• [Work to be completed]:
From the entries below, extract every line that includes the word "tools".

Saved data entries:
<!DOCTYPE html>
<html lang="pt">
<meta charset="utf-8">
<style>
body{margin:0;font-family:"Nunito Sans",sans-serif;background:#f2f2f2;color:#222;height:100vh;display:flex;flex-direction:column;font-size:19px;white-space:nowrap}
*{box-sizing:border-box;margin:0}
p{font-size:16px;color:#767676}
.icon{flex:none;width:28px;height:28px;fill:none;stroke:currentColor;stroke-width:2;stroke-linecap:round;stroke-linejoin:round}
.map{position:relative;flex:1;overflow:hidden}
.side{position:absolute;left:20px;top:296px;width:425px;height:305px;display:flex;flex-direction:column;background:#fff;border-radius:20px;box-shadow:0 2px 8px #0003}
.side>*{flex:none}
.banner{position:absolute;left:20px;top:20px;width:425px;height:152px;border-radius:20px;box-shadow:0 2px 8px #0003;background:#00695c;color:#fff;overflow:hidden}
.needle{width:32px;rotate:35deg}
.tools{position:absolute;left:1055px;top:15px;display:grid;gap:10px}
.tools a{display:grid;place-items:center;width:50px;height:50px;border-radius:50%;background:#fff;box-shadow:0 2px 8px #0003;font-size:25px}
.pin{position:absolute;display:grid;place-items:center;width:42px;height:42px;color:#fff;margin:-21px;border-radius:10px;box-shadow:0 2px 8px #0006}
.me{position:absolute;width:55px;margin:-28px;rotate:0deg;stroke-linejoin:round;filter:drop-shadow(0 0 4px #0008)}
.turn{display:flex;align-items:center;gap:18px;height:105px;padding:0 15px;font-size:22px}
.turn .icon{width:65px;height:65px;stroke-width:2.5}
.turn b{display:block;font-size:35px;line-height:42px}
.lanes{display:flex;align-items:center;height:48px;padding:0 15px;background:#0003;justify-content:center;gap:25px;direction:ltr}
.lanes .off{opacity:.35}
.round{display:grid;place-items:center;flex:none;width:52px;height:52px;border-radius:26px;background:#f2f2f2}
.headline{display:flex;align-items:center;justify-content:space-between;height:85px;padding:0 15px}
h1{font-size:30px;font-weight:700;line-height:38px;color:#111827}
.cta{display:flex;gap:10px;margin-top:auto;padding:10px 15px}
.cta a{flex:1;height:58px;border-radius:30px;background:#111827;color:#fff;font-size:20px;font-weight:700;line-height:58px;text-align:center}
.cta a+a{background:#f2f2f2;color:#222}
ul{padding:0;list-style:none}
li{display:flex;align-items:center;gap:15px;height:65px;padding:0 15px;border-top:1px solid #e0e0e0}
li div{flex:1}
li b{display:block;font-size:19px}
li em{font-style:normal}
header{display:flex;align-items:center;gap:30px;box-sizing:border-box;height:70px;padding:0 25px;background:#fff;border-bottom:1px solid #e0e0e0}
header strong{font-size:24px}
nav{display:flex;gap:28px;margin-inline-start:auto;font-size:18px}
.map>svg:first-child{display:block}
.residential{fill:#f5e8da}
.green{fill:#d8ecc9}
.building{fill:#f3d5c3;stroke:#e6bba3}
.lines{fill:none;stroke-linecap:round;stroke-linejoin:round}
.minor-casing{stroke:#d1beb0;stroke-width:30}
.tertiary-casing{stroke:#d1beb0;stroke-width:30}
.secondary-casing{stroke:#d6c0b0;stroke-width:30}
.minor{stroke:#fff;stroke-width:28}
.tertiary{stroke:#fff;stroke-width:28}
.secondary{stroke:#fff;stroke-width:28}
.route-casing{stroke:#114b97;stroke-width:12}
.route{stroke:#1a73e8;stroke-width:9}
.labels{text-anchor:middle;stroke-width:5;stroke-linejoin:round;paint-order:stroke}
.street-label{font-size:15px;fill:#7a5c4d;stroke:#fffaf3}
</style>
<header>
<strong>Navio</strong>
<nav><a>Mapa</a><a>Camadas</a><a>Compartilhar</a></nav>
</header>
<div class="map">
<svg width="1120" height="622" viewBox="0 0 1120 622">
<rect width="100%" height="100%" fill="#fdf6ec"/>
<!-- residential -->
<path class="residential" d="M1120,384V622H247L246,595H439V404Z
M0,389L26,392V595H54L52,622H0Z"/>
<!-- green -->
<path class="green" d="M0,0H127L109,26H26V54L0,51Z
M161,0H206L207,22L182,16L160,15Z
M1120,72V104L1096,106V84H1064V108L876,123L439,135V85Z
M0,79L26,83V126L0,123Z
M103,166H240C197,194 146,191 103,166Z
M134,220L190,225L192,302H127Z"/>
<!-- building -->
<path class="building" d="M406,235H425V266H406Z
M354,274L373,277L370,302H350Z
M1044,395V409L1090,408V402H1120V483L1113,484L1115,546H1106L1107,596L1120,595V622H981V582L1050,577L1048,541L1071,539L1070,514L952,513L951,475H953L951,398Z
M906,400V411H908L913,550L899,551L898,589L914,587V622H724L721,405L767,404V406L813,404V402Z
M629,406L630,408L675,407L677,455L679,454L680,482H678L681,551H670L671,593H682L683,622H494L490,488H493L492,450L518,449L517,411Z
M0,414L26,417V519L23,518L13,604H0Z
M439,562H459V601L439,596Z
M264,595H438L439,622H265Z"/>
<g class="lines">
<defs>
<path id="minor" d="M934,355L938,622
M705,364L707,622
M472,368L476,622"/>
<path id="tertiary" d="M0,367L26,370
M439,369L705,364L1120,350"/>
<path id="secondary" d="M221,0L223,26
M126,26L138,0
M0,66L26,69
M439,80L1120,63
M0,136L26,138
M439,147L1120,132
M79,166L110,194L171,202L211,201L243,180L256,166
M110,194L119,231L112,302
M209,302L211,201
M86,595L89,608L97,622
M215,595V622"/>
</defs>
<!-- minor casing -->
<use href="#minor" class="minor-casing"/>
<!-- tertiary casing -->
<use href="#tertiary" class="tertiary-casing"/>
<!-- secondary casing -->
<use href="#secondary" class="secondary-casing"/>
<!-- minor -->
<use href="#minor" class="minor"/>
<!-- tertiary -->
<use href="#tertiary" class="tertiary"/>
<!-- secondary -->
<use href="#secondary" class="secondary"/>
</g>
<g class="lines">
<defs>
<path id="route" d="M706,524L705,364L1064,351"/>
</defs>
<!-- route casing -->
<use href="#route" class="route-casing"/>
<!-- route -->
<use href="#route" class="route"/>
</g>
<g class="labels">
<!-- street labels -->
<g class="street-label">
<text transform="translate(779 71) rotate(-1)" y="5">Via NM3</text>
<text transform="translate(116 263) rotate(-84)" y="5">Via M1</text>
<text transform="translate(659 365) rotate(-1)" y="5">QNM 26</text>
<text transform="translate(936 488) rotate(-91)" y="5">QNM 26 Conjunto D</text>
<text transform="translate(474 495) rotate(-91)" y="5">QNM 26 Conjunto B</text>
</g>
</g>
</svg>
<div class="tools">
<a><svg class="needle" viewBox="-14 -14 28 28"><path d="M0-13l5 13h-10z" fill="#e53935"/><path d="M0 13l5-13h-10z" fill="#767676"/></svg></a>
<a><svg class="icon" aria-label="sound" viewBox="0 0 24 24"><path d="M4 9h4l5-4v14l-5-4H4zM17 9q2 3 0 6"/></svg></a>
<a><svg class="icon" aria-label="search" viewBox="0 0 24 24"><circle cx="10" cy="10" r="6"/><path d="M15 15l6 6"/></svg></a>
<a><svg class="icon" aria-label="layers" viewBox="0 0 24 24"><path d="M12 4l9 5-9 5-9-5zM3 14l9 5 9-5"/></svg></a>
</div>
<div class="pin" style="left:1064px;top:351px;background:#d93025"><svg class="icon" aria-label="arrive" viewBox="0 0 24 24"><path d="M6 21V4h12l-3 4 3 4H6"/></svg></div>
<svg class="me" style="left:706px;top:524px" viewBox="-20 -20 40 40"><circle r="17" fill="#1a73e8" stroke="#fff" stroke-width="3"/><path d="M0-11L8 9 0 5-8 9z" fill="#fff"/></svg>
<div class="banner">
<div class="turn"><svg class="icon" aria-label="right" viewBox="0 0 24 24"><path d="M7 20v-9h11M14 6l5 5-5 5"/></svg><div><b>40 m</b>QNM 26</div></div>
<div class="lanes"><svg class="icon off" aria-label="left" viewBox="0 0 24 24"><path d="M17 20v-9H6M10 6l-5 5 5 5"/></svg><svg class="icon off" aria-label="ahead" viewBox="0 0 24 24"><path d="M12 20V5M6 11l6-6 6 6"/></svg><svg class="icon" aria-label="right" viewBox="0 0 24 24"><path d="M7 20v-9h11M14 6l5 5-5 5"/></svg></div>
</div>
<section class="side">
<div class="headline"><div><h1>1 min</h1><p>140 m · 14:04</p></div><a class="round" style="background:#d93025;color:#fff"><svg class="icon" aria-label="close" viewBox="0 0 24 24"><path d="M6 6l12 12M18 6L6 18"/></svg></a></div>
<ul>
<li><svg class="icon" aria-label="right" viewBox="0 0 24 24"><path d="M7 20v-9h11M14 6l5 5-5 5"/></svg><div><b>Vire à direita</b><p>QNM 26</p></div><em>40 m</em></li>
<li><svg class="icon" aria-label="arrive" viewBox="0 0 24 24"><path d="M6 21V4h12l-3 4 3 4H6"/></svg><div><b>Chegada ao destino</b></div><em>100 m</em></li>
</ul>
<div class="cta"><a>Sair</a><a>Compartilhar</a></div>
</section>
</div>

• [Response box]:
.tools{position:absolute;left:1055px;top:15px;display:grid;gap:10px}
.tools a{display:grid;place-items:center;width:50px;height:50px;border-radius:50%;background:#fff;box-shadow:0 2px 8px #0003;font-size:25px}
<div class="tools">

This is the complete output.